THE TASK:
Could you restate word for word every line from the one containing "Map reading. Convert" to the end of the records, and nothing else?
--- EXTRACTED DATA ---
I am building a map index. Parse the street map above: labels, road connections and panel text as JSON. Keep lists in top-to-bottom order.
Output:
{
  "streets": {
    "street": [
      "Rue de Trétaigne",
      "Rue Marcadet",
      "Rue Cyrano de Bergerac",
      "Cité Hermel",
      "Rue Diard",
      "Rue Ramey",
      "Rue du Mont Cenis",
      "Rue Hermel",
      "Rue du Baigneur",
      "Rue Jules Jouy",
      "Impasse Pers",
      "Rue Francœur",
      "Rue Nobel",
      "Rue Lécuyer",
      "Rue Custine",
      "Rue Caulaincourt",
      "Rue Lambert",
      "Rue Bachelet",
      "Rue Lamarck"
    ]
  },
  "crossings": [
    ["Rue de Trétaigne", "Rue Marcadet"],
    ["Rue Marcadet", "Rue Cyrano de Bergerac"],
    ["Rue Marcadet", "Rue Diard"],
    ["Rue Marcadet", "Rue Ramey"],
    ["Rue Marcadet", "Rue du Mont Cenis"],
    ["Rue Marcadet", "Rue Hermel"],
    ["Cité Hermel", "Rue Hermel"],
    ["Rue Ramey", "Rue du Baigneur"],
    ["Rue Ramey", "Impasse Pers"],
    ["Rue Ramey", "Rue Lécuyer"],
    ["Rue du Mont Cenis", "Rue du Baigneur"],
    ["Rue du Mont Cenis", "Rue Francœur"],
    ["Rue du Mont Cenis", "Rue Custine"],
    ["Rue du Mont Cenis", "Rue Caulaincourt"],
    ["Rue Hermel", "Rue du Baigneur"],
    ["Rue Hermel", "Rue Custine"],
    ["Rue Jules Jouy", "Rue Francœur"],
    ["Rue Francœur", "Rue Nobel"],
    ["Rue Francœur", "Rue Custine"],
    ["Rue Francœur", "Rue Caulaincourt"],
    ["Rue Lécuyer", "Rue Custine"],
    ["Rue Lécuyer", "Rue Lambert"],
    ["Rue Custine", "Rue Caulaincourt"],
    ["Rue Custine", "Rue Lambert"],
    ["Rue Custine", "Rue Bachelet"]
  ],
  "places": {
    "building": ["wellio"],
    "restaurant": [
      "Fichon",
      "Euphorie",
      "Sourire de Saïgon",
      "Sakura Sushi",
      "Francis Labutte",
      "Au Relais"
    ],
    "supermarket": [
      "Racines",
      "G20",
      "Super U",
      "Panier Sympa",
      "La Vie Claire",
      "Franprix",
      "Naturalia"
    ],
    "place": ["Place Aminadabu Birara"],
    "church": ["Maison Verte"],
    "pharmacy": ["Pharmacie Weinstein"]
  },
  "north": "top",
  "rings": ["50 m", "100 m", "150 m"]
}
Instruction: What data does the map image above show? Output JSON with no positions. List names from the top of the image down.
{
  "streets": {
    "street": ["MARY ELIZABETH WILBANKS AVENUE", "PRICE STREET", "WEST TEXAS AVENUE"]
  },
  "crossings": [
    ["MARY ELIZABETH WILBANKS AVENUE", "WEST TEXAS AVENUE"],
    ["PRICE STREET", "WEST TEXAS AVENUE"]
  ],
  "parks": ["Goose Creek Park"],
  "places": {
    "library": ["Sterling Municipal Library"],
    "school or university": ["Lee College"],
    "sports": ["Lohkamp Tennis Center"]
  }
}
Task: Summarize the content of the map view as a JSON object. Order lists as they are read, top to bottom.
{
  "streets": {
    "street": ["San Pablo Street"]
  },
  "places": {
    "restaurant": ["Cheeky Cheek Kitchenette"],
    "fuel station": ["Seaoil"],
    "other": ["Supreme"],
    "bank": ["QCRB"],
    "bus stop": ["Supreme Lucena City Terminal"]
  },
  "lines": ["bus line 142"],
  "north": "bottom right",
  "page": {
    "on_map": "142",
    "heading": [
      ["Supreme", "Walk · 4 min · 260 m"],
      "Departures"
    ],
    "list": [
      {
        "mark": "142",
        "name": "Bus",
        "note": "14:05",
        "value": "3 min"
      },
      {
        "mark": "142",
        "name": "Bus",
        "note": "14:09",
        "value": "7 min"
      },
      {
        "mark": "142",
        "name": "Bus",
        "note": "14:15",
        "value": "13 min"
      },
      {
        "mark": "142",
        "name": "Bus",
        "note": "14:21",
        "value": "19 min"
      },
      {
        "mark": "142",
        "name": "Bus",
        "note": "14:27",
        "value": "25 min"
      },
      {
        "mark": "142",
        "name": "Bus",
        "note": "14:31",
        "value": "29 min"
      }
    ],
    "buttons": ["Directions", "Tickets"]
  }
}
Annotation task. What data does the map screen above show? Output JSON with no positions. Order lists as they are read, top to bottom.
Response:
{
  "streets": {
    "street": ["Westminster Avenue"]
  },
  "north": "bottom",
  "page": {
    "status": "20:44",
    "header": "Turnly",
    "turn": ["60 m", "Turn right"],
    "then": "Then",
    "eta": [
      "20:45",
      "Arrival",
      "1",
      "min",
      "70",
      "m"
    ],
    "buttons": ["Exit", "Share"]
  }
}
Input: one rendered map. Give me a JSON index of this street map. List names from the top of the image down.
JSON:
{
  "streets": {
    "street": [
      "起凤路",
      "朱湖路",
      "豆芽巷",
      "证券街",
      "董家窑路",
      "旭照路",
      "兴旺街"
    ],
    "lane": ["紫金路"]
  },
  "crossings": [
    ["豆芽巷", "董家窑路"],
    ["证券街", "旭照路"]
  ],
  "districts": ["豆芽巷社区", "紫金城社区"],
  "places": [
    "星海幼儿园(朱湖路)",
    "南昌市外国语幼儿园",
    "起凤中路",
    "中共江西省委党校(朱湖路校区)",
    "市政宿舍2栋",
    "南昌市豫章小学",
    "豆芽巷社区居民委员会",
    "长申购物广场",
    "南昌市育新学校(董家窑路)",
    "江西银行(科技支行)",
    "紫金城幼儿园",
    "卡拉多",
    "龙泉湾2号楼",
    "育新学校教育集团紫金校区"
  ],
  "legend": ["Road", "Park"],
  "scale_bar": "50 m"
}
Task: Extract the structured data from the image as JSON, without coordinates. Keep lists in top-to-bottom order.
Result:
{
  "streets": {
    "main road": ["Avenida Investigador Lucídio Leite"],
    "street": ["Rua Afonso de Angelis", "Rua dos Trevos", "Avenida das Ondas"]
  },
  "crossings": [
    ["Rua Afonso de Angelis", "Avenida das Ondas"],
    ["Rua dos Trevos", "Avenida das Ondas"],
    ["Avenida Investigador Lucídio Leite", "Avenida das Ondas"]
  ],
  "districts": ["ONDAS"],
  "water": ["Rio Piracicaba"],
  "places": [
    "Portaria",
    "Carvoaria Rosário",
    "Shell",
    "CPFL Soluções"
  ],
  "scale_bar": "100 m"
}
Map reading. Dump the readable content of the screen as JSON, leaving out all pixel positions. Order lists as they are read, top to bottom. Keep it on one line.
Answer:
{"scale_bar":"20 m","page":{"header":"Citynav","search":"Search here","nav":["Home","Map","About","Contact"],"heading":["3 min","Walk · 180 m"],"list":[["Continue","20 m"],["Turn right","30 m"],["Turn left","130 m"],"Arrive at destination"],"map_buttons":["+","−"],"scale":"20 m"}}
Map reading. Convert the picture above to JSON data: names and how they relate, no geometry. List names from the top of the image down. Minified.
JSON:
---
SOLUTION FOR THIS PROBLEM:
Map reading. Convert the picture above to JSON data: names and how they relate, no geometry. List names from the top of the image down. Minified.
JSON:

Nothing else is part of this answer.